A rotary cutter with a pinking blade would be even faster than pinking shears.
posted by esoterrica at 3:09 PM on August 20, 2018


YMMV but my pinking shears (Fiskars) are awful to use for any extended time as they are bulky and move slowly.

If it's not a problem for them to be double sided (ie, you have enough fabric), to me that would be simpler and more fun and will be a better product. If you don't already have the fabric, I would totally use quilting cotton over flannel myself.

I think you might even be able to rig up something where you stack yardage, sew down the middle twice for each cut, across twice for each cut, and use the open end to turn right side out, then sew around the 4 sides. Or you could fold. Something like that.
posted by vunder at 4:44 PM on August 20, 2018 [3 favorites]


And yes, you can use either the overlock stitch or a zigzag to finish your ends. The overlock will be like this, the zig zag can be like this.

I think the overlock works better for already-cut edges, but you may be able to sew long lines of zig-zags on yardage and then cut along/next to the edges to make things easier.
posted by vunder at 4:59 PM on August 20, 2018 [3 favorites]


Like aimedwander, we've had some of the fringed type with no sewing for a long time. Maybe it was a trend 40 years ago! One set was gingham, the other just a ditsy print on cotton. What I am unsure of though is how much trouble it was to pull the threads to make the fringe. If it were me, I'd try a couple that way and a couple zigzagging over the cut edge and see which were quicker, taking into account that the fringing could be done on the bus, watching TV, waiting for appointments, etc.
posted by SandiBeech at 5:42 PM on August 20, 2018


In every tutorial I've seen of the rolled hem foot, the first inch or two aren't rolled and have to be hand sewn down. So I don't recommend the rolled hem. (If I'm wrong, please send me the tutorial you use!)
posted by watermelon at 7:05 PM on August 20, 2018


Personally I'd just sew a grid of double lines of zigzag onto a bolt of cloth, doing a bit of forwards and backwards where the grid lines cross, then cut between the paired lines to separate the result into napkins.

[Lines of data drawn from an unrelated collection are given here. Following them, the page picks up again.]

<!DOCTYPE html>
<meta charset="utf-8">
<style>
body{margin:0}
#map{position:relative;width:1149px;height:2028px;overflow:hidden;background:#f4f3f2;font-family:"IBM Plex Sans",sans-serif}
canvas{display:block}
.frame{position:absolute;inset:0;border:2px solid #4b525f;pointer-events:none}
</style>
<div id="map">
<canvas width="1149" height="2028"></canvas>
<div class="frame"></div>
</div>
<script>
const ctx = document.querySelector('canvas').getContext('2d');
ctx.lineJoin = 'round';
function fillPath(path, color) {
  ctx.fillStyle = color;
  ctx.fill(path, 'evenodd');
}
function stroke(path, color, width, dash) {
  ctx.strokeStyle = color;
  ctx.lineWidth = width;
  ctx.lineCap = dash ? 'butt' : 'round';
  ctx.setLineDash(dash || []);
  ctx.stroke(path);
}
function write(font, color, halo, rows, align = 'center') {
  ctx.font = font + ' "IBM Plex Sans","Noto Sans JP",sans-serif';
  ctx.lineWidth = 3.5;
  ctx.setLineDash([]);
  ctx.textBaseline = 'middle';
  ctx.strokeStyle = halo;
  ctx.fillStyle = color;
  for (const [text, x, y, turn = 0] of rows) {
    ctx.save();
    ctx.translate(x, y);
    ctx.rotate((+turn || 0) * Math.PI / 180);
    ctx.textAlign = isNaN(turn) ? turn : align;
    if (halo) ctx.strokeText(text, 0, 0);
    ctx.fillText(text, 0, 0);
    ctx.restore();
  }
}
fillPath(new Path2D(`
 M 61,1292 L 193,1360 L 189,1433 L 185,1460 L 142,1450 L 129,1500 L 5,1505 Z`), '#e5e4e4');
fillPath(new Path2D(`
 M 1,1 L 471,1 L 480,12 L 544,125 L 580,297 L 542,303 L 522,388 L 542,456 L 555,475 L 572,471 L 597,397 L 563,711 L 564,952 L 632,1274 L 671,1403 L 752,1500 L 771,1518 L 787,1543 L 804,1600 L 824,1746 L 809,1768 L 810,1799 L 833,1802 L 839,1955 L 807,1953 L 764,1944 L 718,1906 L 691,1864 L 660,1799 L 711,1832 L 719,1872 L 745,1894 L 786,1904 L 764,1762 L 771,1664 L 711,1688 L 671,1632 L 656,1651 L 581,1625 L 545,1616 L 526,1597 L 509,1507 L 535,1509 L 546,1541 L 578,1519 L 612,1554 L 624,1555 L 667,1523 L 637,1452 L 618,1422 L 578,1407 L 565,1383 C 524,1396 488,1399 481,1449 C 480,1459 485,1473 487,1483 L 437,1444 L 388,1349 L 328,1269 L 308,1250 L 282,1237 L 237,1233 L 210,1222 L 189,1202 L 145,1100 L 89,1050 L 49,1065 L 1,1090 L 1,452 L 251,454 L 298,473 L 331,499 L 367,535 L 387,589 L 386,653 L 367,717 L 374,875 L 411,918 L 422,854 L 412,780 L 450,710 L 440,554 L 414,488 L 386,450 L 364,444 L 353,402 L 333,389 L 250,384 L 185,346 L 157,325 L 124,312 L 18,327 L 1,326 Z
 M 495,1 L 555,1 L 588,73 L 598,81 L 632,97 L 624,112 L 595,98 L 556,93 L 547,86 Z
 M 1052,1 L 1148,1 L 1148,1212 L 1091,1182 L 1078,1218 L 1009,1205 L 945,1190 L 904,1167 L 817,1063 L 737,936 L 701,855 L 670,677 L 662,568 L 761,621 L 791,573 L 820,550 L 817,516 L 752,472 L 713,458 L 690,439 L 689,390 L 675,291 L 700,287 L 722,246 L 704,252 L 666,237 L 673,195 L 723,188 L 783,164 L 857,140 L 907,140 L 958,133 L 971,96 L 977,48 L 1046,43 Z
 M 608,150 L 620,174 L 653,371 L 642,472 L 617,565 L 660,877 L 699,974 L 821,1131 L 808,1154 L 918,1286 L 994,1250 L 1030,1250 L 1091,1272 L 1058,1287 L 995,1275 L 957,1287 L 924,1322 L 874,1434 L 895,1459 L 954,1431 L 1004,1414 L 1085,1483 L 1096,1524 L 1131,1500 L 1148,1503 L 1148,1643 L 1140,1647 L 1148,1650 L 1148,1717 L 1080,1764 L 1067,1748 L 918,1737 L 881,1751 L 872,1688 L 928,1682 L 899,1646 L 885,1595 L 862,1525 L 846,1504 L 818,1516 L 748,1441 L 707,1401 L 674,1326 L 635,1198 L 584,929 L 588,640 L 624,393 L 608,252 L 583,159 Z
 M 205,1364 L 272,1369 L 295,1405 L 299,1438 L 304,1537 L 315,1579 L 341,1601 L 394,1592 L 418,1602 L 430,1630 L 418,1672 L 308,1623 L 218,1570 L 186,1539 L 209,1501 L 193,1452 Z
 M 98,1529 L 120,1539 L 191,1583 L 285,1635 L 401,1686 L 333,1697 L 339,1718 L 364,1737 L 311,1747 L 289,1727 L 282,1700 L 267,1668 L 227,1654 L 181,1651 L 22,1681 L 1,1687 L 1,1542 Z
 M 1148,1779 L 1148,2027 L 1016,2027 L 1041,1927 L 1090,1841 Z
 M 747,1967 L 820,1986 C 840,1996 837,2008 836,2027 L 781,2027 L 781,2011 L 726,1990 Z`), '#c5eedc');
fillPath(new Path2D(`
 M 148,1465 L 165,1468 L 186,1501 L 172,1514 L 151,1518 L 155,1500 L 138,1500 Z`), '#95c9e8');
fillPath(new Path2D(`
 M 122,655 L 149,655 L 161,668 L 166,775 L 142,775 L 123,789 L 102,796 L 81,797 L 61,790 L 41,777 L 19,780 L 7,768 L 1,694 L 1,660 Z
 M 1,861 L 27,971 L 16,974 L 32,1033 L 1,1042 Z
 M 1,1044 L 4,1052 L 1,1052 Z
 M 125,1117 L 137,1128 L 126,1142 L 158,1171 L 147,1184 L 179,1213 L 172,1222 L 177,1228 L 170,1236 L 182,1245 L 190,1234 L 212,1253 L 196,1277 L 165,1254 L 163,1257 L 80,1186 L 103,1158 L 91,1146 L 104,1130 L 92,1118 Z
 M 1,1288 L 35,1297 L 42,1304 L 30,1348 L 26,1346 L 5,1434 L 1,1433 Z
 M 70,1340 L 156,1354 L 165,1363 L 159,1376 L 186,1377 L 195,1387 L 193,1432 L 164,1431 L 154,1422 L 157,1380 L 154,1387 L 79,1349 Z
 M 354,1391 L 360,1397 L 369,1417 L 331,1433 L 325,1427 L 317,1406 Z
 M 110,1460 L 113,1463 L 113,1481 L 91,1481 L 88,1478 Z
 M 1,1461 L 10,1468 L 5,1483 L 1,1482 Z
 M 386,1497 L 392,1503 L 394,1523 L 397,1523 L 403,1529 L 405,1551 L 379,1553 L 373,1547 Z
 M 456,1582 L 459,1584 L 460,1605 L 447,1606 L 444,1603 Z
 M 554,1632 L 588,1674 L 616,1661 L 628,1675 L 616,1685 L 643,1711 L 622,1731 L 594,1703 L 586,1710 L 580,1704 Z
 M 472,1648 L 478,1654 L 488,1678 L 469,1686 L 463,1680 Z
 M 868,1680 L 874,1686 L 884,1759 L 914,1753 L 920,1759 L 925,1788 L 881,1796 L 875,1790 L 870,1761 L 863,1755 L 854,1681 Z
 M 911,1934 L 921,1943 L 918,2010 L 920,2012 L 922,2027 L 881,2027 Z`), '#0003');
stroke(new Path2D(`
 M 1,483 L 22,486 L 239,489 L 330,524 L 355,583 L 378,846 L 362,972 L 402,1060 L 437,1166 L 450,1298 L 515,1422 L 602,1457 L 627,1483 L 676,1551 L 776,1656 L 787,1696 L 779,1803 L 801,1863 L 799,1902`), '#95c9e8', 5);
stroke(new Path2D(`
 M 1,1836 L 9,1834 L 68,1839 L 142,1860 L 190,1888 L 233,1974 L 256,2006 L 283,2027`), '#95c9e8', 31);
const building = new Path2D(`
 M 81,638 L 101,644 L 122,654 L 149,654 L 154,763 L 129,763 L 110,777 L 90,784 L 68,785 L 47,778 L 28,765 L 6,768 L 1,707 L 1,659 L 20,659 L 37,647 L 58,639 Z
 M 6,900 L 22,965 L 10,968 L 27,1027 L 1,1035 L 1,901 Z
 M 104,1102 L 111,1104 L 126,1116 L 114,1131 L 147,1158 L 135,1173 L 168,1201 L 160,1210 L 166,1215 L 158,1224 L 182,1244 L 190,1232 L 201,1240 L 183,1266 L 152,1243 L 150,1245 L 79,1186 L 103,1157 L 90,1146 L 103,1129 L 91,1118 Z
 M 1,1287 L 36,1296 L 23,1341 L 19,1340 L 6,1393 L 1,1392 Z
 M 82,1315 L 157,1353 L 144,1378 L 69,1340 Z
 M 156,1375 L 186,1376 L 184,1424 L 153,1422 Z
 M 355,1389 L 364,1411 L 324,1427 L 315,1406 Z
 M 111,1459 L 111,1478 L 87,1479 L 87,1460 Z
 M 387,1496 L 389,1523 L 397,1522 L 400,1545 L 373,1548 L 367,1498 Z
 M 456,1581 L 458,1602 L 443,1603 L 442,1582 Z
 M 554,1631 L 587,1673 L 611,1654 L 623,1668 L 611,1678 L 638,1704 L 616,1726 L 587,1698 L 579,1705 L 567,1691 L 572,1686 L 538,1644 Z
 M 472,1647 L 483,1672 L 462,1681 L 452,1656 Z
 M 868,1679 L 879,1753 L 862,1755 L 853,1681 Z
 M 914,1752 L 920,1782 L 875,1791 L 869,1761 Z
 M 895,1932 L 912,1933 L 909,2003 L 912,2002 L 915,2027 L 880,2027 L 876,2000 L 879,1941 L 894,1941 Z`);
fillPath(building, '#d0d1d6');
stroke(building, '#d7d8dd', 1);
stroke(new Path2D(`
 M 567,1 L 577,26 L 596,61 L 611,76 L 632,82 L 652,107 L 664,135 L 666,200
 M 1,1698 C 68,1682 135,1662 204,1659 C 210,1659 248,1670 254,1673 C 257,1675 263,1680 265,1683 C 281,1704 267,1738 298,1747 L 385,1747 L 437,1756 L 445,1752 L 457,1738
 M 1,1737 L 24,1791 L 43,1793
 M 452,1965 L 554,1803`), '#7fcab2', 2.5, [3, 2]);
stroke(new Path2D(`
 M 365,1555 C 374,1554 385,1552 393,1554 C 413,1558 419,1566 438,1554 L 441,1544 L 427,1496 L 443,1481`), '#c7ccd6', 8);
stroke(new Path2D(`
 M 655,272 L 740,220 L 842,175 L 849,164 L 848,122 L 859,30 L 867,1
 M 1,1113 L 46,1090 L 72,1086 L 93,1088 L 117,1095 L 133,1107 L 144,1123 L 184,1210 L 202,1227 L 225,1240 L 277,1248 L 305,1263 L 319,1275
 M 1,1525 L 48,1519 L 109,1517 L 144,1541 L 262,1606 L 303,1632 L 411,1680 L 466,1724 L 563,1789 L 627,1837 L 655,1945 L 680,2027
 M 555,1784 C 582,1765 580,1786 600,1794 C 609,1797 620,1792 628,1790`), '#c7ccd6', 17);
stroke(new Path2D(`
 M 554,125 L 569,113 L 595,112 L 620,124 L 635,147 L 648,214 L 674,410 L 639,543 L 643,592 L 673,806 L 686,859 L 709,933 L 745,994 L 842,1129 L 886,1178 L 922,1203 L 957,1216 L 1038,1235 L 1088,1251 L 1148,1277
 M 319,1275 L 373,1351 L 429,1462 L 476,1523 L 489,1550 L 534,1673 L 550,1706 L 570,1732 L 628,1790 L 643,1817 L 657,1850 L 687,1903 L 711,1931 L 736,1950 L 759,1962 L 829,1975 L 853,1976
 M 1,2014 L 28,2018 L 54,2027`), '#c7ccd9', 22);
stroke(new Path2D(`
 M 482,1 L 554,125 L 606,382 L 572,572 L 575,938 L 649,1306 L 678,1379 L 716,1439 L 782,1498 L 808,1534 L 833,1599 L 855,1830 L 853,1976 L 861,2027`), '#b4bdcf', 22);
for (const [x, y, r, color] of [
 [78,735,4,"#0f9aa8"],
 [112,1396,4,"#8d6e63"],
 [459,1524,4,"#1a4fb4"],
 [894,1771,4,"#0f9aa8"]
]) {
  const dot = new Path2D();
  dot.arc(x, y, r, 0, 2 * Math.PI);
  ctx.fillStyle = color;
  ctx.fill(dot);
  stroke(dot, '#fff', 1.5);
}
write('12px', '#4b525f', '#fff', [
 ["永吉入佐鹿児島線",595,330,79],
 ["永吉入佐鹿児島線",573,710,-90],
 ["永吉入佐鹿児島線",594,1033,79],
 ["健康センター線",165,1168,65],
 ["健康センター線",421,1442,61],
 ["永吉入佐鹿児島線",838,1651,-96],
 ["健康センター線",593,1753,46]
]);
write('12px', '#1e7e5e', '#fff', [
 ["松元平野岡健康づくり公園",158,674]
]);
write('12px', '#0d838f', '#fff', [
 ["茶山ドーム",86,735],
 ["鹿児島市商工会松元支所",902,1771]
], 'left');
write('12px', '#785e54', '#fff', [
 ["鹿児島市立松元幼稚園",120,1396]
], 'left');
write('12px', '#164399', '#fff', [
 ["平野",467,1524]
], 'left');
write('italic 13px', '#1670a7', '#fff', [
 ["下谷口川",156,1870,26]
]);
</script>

Life's too short to faff about turning 800 corners on a sewing machine.
posted by flabdablet at 2:51 AM on August 21, 2018 [8 favorites]


Quilter here -- all the little pieces, cut and sewn together....
Please tell me you haven't cut the squares apart. Flabdablet has it right. Simple sew or zigzag first, then cut apart.
Cut a long stretch of fabric. Pull a thread along each side. Sew, then cut the squares apart. You now have a guide for the frayed edges.